## PROMPT
Where does the word "linecap" occur in the entries below? Copy every line that has it.

## GIVEN DATA
◆ ◆ ◆ ◆
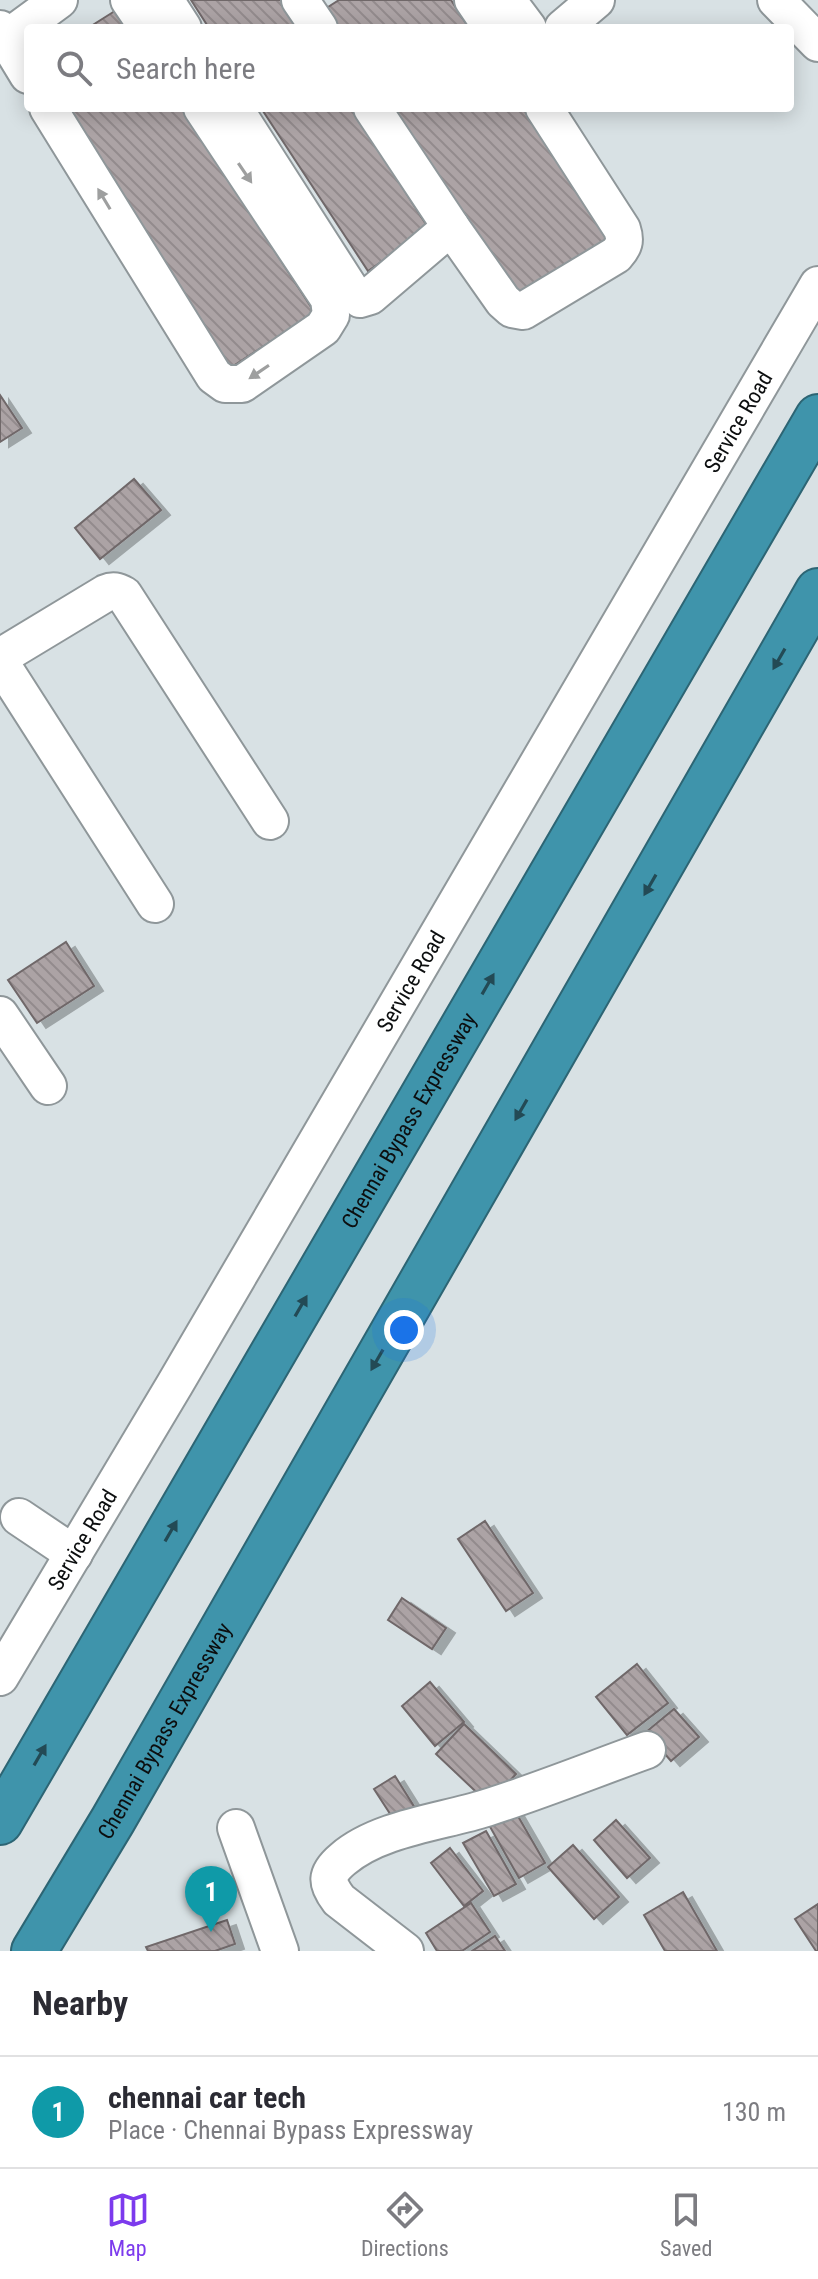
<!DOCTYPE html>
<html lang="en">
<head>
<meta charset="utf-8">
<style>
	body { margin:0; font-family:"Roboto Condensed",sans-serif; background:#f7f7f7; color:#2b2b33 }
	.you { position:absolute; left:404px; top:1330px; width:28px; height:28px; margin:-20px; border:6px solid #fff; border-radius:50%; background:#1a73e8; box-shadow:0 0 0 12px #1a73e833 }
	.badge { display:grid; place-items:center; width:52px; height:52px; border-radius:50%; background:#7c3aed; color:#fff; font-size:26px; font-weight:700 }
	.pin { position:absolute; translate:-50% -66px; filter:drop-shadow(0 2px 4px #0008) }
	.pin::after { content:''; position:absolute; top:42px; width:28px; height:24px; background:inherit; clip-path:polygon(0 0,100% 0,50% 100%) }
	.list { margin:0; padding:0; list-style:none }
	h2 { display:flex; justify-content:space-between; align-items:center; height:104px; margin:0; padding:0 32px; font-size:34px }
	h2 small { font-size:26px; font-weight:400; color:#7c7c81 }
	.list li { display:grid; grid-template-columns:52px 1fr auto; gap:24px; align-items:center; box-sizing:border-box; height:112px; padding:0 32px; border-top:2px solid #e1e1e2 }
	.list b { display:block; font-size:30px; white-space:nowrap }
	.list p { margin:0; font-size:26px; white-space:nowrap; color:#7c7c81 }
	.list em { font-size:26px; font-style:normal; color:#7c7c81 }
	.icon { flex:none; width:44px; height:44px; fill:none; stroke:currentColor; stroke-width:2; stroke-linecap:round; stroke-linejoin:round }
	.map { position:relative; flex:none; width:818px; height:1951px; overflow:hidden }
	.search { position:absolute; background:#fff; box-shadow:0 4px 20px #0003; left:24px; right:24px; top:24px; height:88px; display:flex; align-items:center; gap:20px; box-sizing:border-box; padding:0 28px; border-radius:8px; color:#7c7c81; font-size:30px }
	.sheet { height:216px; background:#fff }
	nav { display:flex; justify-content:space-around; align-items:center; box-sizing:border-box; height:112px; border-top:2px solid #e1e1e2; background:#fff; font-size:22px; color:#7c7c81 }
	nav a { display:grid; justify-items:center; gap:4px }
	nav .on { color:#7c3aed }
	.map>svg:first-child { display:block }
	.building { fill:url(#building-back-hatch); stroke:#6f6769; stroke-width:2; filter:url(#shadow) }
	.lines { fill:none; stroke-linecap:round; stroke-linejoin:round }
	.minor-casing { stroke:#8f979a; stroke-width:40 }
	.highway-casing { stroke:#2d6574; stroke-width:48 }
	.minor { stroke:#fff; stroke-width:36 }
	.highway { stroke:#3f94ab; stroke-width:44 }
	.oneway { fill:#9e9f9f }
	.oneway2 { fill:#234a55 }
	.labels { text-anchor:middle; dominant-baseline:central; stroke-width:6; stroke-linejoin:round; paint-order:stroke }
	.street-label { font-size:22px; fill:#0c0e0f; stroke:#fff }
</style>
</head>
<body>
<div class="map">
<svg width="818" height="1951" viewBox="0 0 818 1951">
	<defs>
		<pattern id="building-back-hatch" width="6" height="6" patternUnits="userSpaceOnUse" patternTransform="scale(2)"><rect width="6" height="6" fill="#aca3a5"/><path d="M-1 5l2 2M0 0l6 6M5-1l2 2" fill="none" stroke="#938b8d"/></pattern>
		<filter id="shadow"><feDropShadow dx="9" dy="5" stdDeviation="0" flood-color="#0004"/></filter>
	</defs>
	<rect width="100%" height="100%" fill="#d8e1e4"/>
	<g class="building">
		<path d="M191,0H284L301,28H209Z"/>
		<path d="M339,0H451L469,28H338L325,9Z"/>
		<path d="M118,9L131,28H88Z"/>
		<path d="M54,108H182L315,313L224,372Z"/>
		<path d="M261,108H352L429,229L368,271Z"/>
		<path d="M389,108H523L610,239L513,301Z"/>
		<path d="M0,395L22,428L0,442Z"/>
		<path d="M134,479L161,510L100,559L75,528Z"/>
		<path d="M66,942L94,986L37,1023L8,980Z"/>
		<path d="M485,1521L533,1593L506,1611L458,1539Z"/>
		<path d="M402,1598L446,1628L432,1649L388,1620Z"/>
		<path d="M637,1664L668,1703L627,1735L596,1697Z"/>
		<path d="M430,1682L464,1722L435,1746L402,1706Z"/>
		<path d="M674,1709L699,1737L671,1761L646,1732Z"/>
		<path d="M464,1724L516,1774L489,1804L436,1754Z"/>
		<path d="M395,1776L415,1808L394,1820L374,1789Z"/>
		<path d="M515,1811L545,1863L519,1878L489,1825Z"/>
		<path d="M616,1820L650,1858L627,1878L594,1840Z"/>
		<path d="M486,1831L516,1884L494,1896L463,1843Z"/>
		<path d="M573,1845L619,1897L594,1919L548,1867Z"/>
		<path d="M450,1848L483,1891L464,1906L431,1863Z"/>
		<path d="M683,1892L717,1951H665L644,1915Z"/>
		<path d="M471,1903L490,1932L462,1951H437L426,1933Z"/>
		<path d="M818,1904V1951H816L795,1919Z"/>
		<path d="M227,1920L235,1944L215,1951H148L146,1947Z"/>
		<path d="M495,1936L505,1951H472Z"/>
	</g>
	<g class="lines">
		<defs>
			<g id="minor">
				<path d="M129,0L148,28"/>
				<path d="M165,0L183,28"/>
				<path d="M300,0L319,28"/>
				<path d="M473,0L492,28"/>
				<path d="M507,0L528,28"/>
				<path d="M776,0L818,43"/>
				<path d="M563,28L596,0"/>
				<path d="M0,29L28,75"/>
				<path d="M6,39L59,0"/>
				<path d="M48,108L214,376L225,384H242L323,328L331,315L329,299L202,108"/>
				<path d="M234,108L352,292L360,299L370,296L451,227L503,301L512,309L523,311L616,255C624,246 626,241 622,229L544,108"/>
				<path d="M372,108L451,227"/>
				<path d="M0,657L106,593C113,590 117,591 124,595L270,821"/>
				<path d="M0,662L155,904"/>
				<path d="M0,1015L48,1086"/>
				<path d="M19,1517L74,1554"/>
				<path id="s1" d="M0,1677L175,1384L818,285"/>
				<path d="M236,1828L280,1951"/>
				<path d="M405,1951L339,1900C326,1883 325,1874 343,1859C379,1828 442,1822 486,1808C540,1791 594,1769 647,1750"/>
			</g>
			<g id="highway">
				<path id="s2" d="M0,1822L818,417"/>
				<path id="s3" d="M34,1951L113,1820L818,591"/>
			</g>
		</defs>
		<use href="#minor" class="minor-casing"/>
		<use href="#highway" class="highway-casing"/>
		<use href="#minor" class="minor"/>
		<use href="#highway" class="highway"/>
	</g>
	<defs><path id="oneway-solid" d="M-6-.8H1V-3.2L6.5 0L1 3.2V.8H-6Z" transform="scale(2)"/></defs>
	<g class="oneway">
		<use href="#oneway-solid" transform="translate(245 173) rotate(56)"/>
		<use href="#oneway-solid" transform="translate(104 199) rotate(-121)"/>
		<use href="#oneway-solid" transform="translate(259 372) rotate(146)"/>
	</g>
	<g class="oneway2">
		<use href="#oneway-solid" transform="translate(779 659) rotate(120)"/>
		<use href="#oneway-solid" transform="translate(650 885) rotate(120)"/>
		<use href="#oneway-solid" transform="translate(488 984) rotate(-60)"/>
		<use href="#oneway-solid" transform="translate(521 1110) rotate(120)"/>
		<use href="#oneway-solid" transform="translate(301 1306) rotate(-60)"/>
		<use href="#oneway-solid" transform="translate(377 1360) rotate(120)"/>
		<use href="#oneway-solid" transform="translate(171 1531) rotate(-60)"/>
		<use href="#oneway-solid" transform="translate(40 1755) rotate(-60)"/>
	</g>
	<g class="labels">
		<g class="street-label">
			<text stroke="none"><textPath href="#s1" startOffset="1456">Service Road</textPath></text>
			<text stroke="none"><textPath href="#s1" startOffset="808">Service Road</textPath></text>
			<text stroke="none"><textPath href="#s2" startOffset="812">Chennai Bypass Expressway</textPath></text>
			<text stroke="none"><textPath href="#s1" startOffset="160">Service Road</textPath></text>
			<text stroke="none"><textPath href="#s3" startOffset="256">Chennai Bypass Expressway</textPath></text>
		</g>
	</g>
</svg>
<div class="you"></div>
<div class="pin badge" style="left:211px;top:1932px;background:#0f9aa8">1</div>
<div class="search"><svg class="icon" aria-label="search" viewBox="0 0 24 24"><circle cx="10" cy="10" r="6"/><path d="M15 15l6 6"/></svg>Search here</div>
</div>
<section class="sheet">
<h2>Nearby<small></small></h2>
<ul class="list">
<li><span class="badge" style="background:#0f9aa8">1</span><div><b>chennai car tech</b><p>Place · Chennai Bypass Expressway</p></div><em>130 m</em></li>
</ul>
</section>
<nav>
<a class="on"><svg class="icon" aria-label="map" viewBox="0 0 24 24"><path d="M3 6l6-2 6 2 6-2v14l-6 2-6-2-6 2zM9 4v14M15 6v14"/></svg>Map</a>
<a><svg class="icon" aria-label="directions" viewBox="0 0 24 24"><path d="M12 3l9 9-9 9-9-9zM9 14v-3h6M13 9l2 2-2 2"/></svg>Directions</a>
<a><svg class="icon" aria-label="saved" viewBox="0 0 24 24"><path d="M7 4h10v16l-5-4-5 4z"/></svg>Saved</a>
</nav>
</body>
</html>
◆ ◆ ◆ ◆
## WRITTEN ANSWER
	.icon { flex:none; width:44px; height:44px; fill:none; stroke:currentColor; stroke-width:2; stroke-linecap:round; stroke-linejoin:round }
	.lines { fill:none; stroke-linecap:round; stroke-linejoin:round }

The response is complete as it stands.